== Directions ==
Where in the data does the word "image" appear? Find those lines and copy them.

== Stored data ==
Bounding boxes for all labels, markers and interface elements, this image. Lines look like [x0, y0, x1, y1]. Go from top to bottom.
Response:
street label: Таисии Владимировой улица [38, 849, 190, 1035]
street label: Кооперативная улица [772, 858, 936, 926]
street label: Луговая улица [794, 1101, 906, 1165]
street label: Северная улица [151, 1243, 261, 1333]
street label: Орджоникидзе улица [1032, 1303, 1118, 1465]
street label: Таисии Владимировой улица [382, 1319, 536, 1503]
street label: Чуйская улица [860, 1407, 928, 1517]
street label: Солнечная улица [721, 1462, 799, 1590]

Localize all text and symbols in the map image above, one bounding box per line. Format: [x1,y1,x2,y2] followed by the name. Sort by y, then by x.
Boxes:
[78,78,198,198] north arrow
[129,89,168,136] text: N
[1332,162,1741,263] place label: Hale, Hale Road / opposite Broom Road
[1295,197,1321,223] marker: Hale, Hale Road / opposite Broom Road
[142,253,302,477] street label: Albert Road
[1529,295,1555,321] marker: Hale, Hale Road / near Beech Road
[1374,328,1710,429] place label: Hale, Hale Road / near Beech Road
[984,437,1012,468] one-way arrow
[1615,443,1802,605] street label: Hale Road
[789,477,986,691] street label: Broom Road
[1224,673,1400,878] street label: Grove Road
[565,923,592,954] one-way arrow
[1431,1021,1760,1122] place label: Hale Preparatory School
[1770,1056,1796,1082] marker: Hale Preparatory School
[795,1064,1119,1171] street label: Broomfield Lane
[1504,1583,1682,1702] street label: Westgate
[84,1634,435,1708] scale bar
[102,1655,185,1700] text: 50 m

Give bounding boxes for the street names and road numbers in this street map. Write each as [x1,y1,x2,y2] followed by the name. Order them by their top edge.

== Answer section ==
Bounding boxes for all labels, markers and interface elements, this image. Lines look like [x0, y0, x1, y1]. Go from top to bottom.
Localize all text and symbols in the map image above, one bounding box per line. Format: [x1,y1,x2,y2] followed by the name. Sort by y, then by x.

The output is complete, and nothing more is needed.